I have noticed number of people finding striking similarities between contemporary Russia and Germany in 1920s and 1930s is increasing. Parallels have been drawn between Hitler’s rule then and Putin’s rule now. One of my contacts in Russian academic circles told me about Russia being a fascist country as early as in 2005. Main reasons for such view are growing Russian nationalism and xenophobia, Putin’s authoritarian style of rule, concentration of power in Putin’s hands, etc.
Some observers argue though that there is fundamental difference between Putin and Hitler, that is the fact that Putin did not came to power as a popular leader, but rather as a successful bureaucrat. It is an important fact, but I am not sure it suffices as a proof of Putin being not as Hitler.
I would argue, that Russia is clearly moving towards fascism. Political freedoms have dramatically been reduced in Russia, there is no freedom of media, people practically cannot gather for protest actions, even when one person stages a picket, s/he gets arrested, minorities are persecuted (most notable example being brutal suppression of Chechen separatist movement that claimed at least 10% of Chechen nation’s lives), political party system has been deliberately eroded, division of power effectively eliminated, most popular theme in Russia is “Russia being encircled by evil West”.
Russia has still retained facade of democracy, like elections and parliament, but they do not mean much, as they do not decide anything. However, when Putin steps down after presidential elections in March 2008, he is going to become PM with Medvedev being formal president of Russia. Putin nominated Medvedev for Russian presidency appointing him as his successor in December last year. Next day Medvedev stated that if he became president of Russia he would appoint Putin as PM. Few observers doubt where the real power will lie under this circumstances. So it will practically be breaking the Russian constitution and gradual evolution of Putin’s authoritarianism into open dictatorship.
An author below argues that situation still can be changed:
Excerpt is below, full text: http://therussianreader.wordpress.com/2008/02/19/no-6-igor-averkiev-on-our-good-hitler/
“Like Hitler, Putin is the savior of the Fatherland, the guardian of Greatness, Stability, and Order. Putin is on the verge of becoming The Supreme Leader.

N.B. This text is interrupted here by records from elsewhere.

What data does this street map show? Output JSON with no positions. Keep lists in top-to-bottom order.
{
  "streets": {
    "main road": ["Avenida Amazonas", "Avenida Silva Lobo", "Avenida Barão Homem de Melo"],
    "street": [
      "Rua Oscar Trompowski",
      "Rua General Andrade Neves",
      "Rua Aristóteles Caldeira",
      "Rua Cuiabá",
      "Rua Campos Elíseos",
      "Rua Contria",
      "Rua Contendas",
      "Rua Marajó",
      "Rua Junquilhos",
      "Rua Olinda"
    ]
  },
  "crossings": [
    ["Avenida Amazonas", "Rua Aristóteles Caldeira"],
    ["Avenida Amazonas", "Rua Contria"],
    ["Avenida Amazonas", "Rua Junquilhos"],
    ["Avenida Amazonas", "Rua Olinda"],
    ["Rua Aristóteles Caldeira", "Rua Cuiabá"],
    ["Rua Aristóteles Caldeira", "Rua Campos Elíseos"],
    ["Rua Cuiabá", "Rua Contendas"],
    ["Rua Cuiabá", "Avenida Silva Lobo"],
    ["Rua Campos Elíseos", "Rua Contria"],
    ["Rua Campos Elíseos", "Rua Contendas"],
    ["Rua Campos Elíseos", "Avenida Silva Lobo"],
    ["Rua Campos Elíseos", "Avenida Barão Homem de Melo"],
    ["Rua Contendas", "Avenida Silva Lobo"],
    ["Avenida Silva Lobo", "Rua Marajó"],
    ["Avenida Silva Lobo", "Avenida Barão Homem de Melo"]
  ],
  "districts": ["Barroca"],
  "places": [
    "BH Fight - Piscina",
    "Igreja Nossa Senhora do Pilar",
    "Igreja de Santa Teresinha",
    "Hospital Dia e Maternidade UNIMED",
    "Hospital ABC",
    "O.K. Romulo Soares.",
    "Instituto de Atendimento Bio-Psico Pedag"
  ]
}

Like Hitler, Putin safeguards the country from enemies both foreign and domestic. According to the majority viewpoint, Putin, like Hitler, personally provides for their welfare and prosperity. For the average Russian, the main thing is to be on Putin’s side (just as ordinary Germans were on Hitler’s side). Everything else will work out by itself.
Like Hitler, Putin is the heartthrob of the most helpless and aggressive section of the population—young people. The Nashistas are quickly and naturally turning into textbook stormtroopers and Red Guards. Like Hitler, Putin gives young people who lack confidence and a sense of independence the chance to become socially adapted by climbing the corporate ladders of his regime (Nashi, the Young Guards, Political Factory, etc.). He provides them with an official, legal outlet for their aggression. (Anyone who has seen the Nashistas in action will know what I mean.)
Like Hitler, Putin is essentially a regular guy: he is neither a villain nor a moral cripple. We sense that, like the “early Hitler,” Putin has an ordinary sense of honor, dignity, duty, even in politics. It is only later on—burdened by the “Savior of the Fatherland” mission, drowning in flattery and panegyrics—that the personality loses its compass and begins to crumble. It breaks with universal norms and loses a humane gauge for measuring good and evil.
Busy with saving the millions, such leaders first forget about the thousands and then about those very same millions. Every important person who lays claim to absolute, exclusive power hopes that he will have the presence of mind and strength of will not to become a moral freak: after all, he himself is a very special person. The years go by, however, and like everyone else who has ever achieved absolute power, he turns into a monster. The only people who avoid this fate are those who, in their hunger for power, either find within themselves the strength not to don the Ring of Omnipotence or who just fail to do this. Our president has already extended his finger towards this ring with the “black hole” in its middle.”